В этот момент и сам председатель выходит на крыльцо. В одной руке у него пачка папирос, в другой — сложенная газета.

Вид у Федора Игнатьевича порядком помятый — седые волосы растрепаны, глаза красные. Увидев меня, он отводит взгляд.

— Прости, Андрей Иванович, — хрипло говорит председатель. — Стыдоба-то какая. Напился и уснул на скамейке!

Ему невыносимо стыдно.

— Ничего, Федор Игнатьевич, — говорю я, чтобы его поддержать. — Все обошлось. Расскажешь, что случилось?

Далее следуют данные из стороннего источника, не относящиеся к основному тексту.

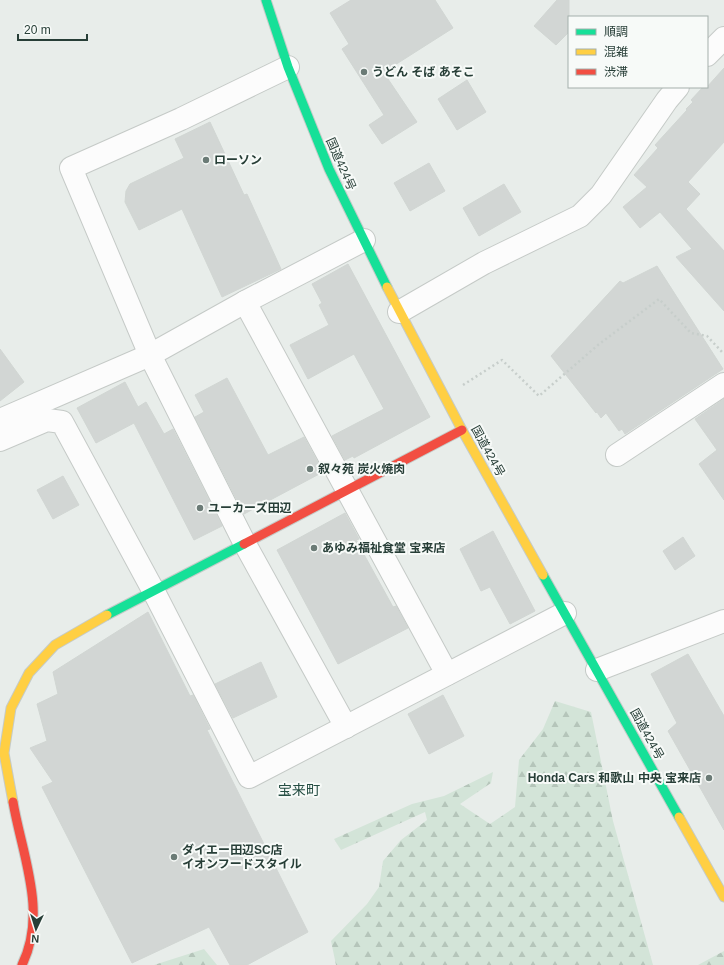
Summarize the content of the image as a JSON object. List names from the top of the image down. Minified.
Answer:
{"streets":{"main road":["国道424号"]},"districts":["宝来町"],"places":["うどん そば あそこ","ローソン","叙々苑 炭火焼肉","ユーカーズ田辺","あゆみ福祉食堂 宝来店","Honda Cars 和歌山 中央 宝来店","ダイエー田辺SC店 イオンフードスタイル"],"legend":["順調","混雑","渋滞"],"scale_bar":"20 m","north":"bottom"}
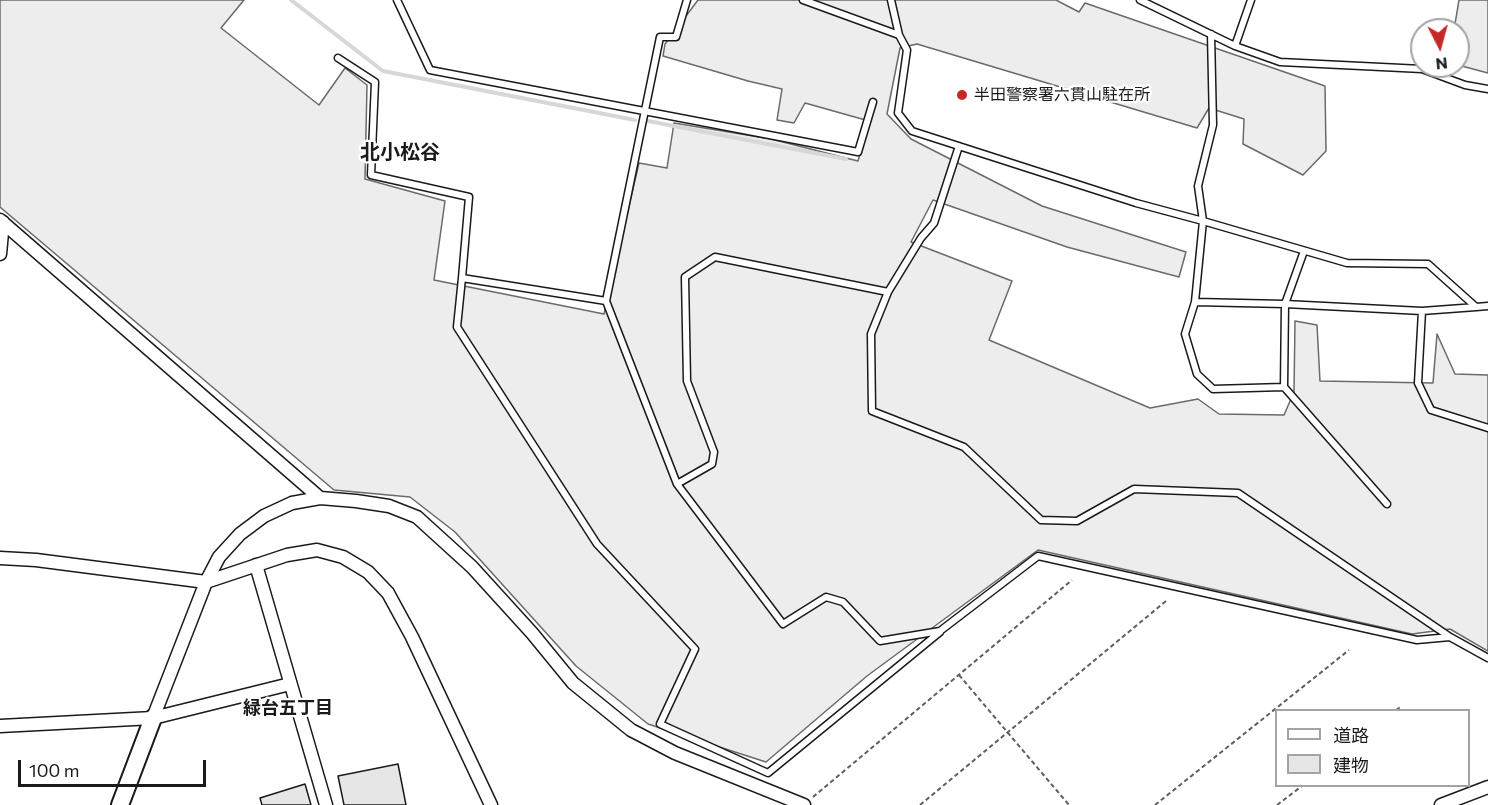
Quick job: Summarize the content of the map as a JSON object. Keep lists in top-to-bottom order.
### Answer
{
  "districts": ["北小松谷", "緑台五丁目"],
  "places": ["半田警察署六貫山駐在所"],
  "legend": ["道路", "建物"],
  "scale_bar": "100 m",
  "north": "bottom"
}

Вместо ответа он сует мне газету. Я разворачиваю ее и вижу заголовок, подчеркнутый красными чернилами:

«Пропадай, урожай».

— Что это? — спрашиваю я.

— Ты почитай, — кивает мне председатель.

Он пытается достать из пачки папиросу, но пальцы его не слушаются. Папироса падает в траву. Федор Игнатьевич раздраженно топчет ее ногой и достает другую. Мнет ее в пальцах.

Я читаю статью, и волосы у меня буквально встают дыбом.

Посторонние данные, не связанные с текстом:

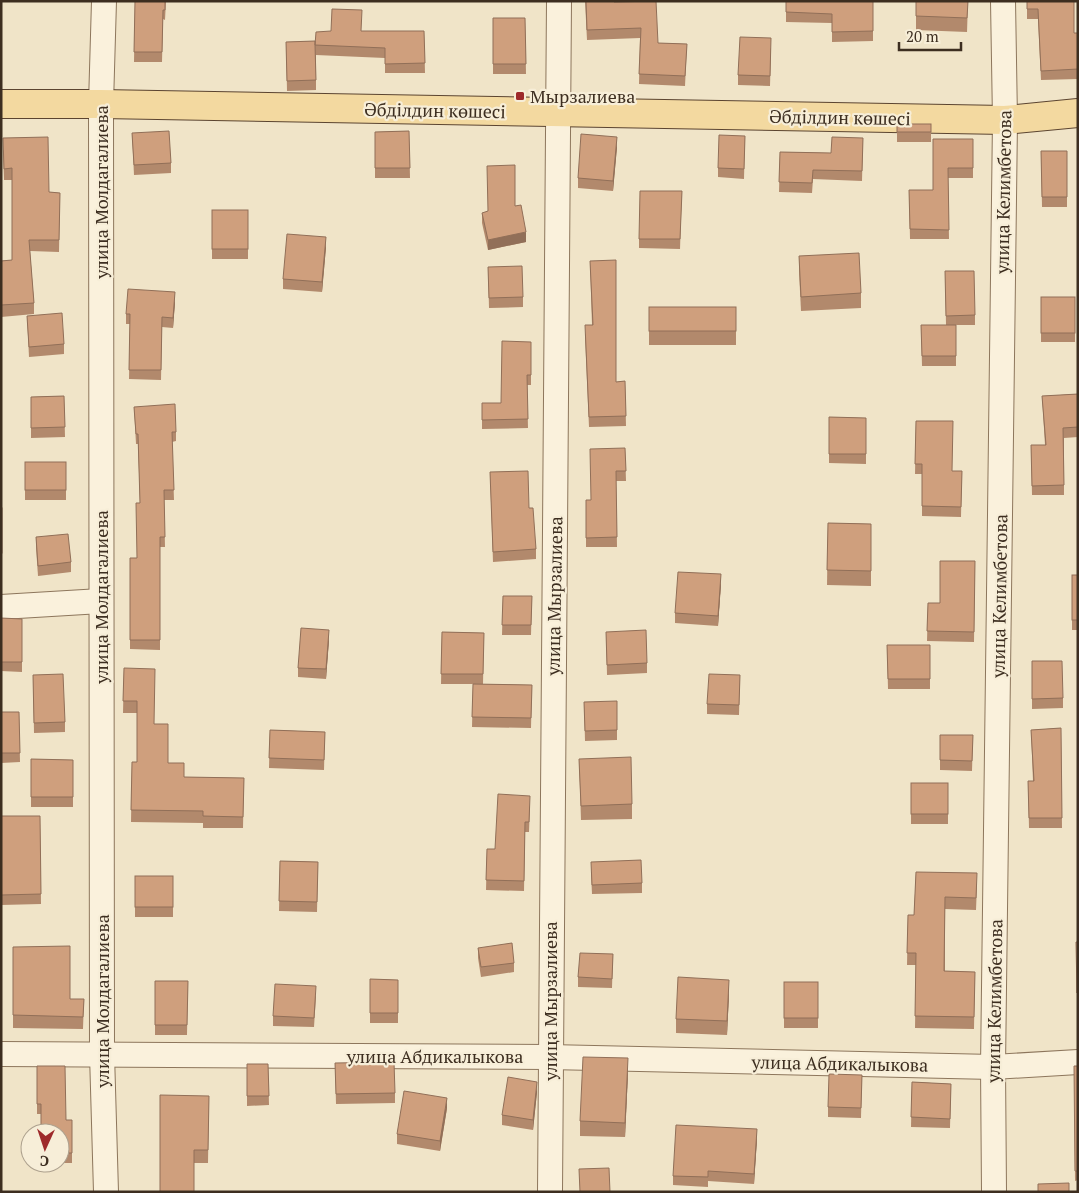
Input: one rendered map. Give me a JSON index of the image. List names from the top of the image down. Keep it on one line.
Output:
{"streets":{"main road":["Әбділдин көшесі"],"street":["улица Молдагалиева","улица Келимбетова","улица Мырзалиева","улица Абдикалыкова"]},"crossings":[["Әбділдин көшесі","улица Молдагалиева"],["Әбділдин көшесі","улица Келимбетова"],["Әбділдин көшесі","улица Мырзалиева"],["улица Молдагалиева","улица Абдикалыкова"],["улица Келимбетова","улица Абдикалыкова"],["улица Мырзалиева","улица Абдикалыкова"]],"places":{"transit":["Мырзалиева"]},"scale_bar":"20 m","north":"bottom"}
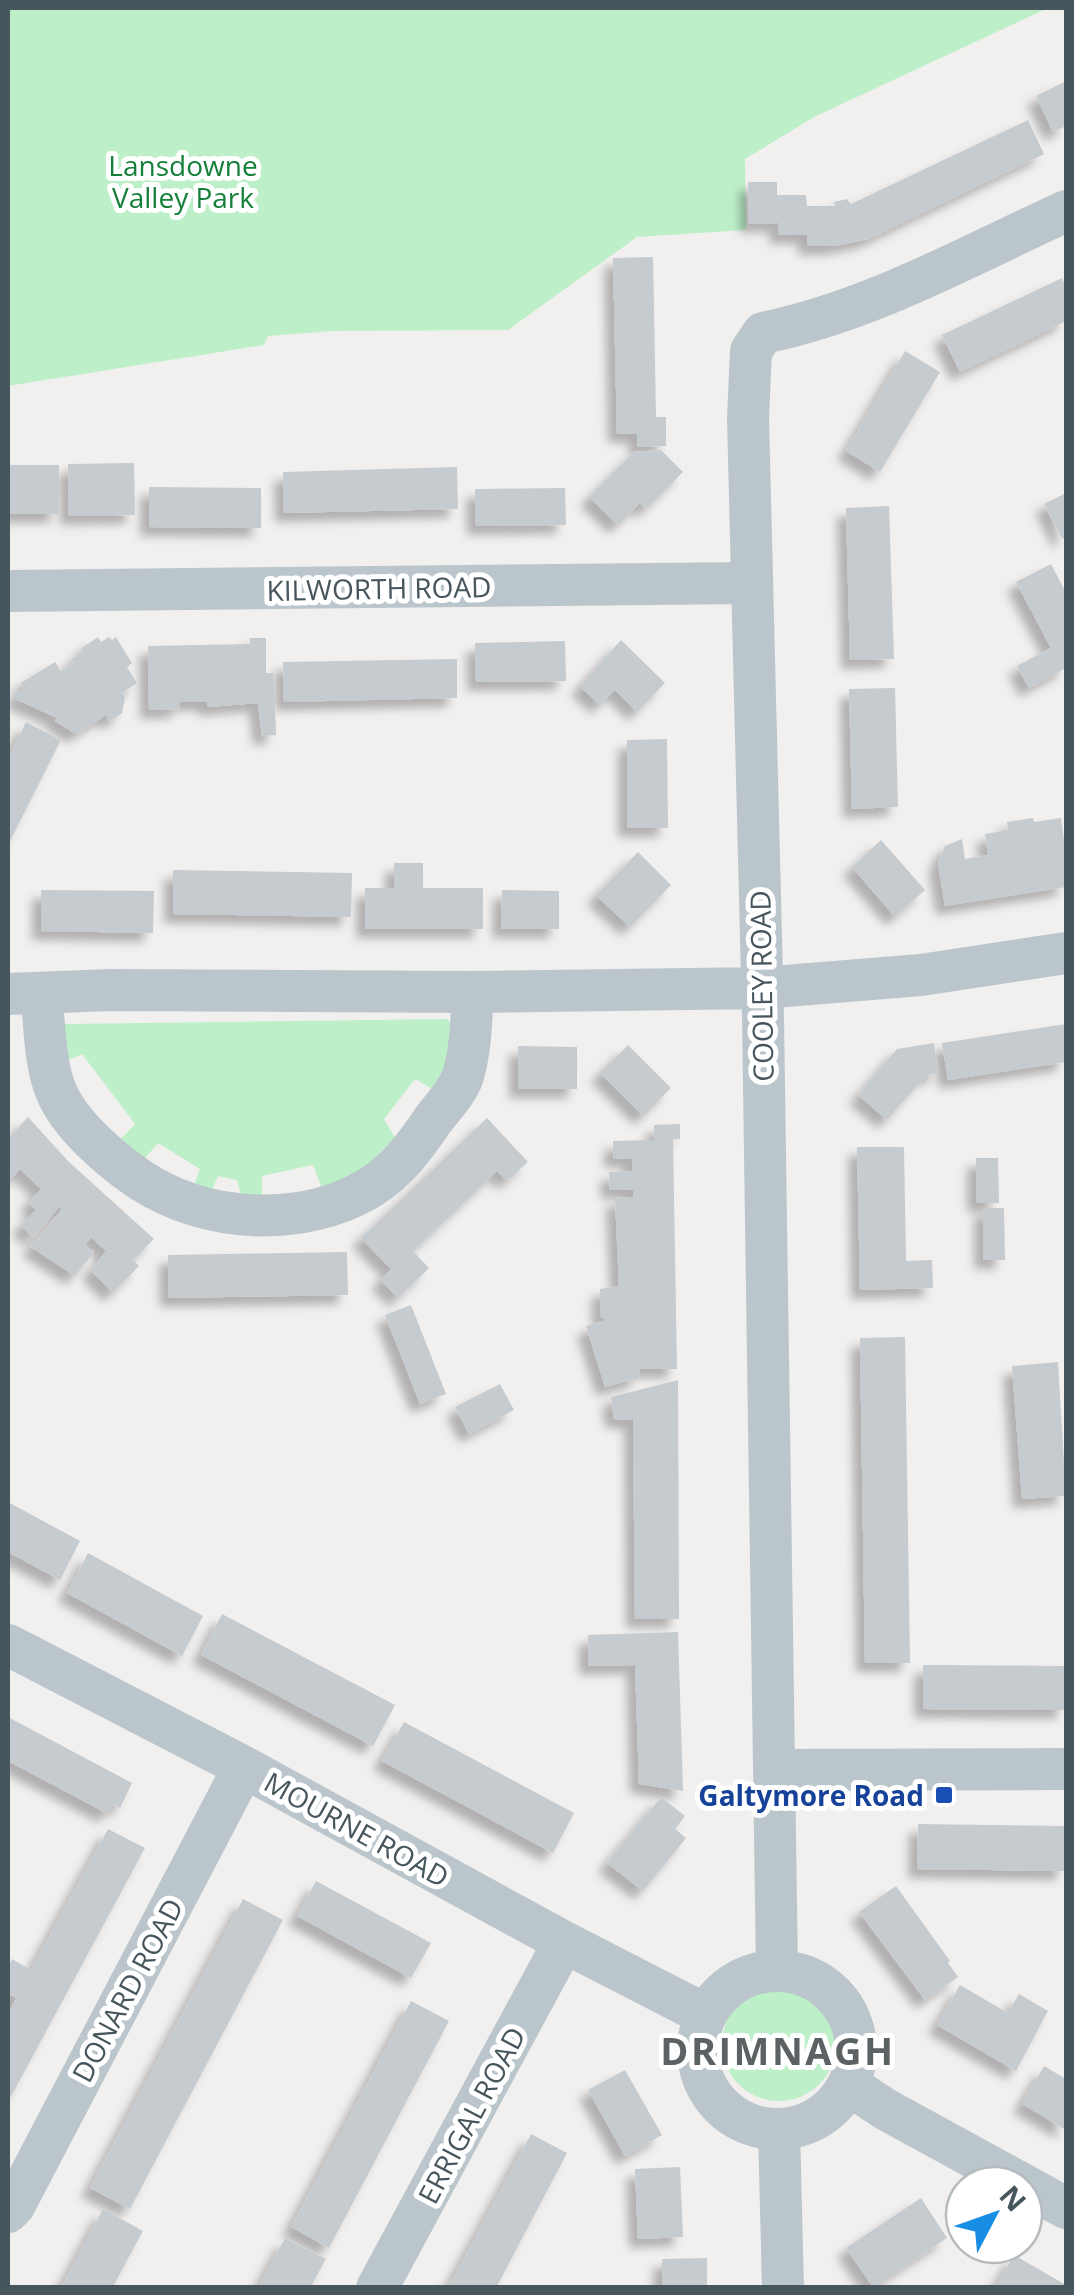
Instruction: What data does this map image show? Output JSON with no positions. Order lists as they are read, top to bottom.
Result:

Автор пишет о том, как в Черемуховке из-за халатного отношения руководителей совхоза чуть не пропал урожай картофеля. Чтобы его спасти, совхозу пришлось привлекать к уборке случайных людей — даже охотников и туристов.

От лица одного из туристов и написана статья. Написана гаденько — правда в ней причудливо перемешана с чудовищной ложью.

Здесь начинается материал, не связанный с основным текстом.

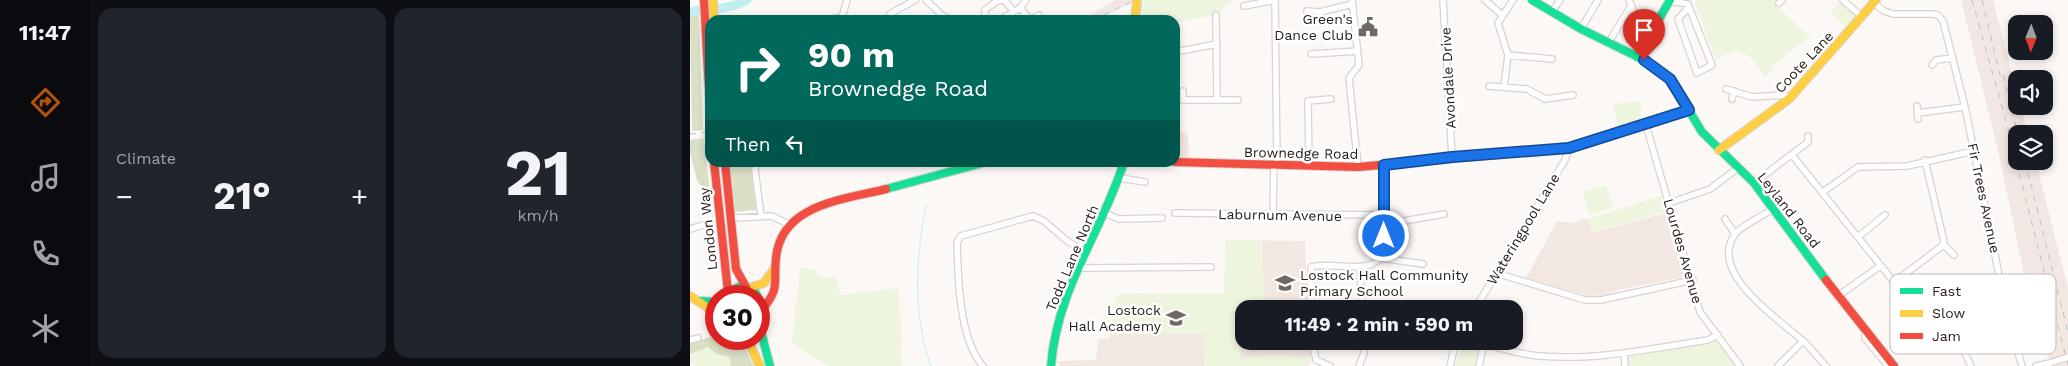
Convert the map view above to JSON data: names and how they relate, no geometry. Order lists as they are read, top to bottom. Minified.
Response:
{"streets":{"main road":["Coote Lane","Brownedge Road","Leyland Road","London Way","Todd Lane North"],"street":["Avondale Drive","Fir Trees Avenue","Laburnum Avenue","Wateringpool Lane","Lourdes Avenue"]},"crossings":[["Coote Lane","Fir Trees Avenue"],["Coote Lane","Leyland Road"],["Avondale Drive","Brownedge Road"],["Brownedge Road","Leyland Road"],["Brownedge Road","Wateringpool Lane"],["Brownedge Road","Lourdes Avenue"]],"places":{"public building":["Green's Dance Club"],"school or university":["Lostock Hall Community Primary School","Lostock Hall Academy"]},"legend":["Fast","Slow","Jam"],"north":"bottom","page":{"tabs":"11:47","tile":["Climate",["21","km/h"]],"turn":["90 m","Brownedge Road"],"then":"Then","heat":["−","21°","+"],"limit":"30","trip":"11:49 · 2 min · 590 m"}}
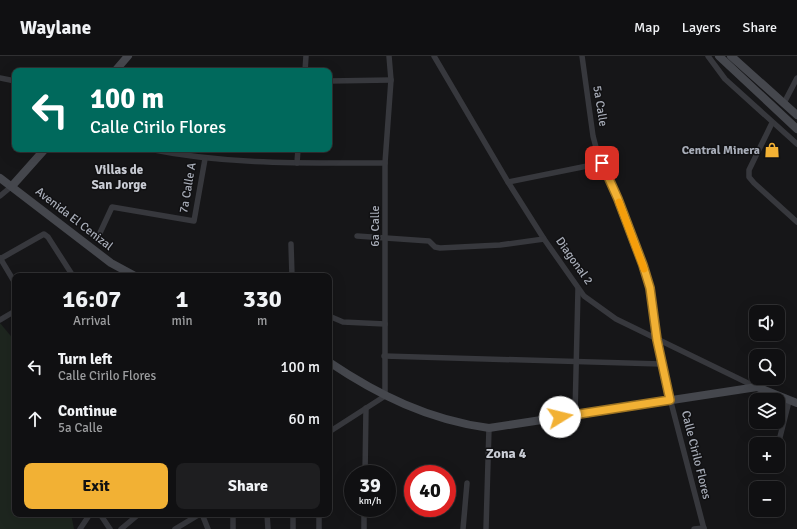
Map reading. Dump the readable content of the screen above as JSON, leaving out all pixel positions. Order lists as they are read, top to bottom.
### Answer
{
  "streets": {
    "street": [
      "5a Calle",
      "7a Calle A",
      "Avenida El Cenizal",
      "6a Calle",
      "Diagonal 2",
      "Calle Cirilo Flores"
    ]
  },
  "crossings": [
    ["5a Calle", "Diagonal 2"],
    ["5a Calle", "Calle Cirilo Flores"],
    ["Diagonal 2", "Calle Cirilo Flores"]
  ],
  "districts": ["Villas de San Jorge", "Zona 4"],
  "places": {
    "shop": ["Central Minera"]
  },
  "page": {
    "header": "Waylane",
    "nav": ["Map", "Layers", "Share"],
    "turn": ["100 m", "Calle Cirilo Flores"],
    "eta": [
      "16:07",
      "Arrival",
      "1",
      "min",
      "330",
      "m"
    ],
    "map_buttons": ["+", "−"],
    "list": [
      {
        "name": "Turn left",
        "note": "Calle Cirilo Flores",
        "value": "100 m"
      },
      {
        "name": "Continue",
        "note": "5a Calle",
        "value": "60 m"
      }
    ],
    "buttons": ["Exit", "Share"],
    "speed": "39 km/h",
    "limit": "40"
  }
}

С одной стороны автор хвалит советских людей за неравнодушие и готовность прийти на помощь. С другой — недвусмысленно обвиняет руководство совхоза и председателя сельсовета в бесхозяйственности.

«Безалаберность… производственный травматизм… нарушение режима труда и отдыха…»

Трескучие пустые фразы.

Но я живо представляю, как больно Федору Игнатьевичу от каждого слова.

Я дочитываю до конца. Статья не подписана — она опубликована от имени редакции.

— Гад! — говорю я себе под нос.

Но Федор Игнатьевич меня слышит.

— Знаешь, кто это написал, Андрей Иванович? — спрашивает он.

— Догадываюсь. Но доказать не могу. Отвратительное вранье.

— А вот в райкоме так не считают.

Федор Игнатьевич глубоко затягивается. Его руки дрожат.

— С должности меня хотят снять.

Он гасит папиросу. Я вижу его потухший взгляд.

Федор Игнатьевич переживает не за себя. Ему больно за Черемуховку. Несправедливость давит ему на грудь, не дает дышать.

— Разберемся, Федор Игнатьевич, — говорю я.

А сам лихорадочно думаю — что теперь делать. И нахожу решение.

Вотинов.

Генерал Георгий Петрович Вотинов — вот, кто может мне помочь.


Мы с генералом познакомились несколько лет назад, когда он приехал в Черемуховку на охоту.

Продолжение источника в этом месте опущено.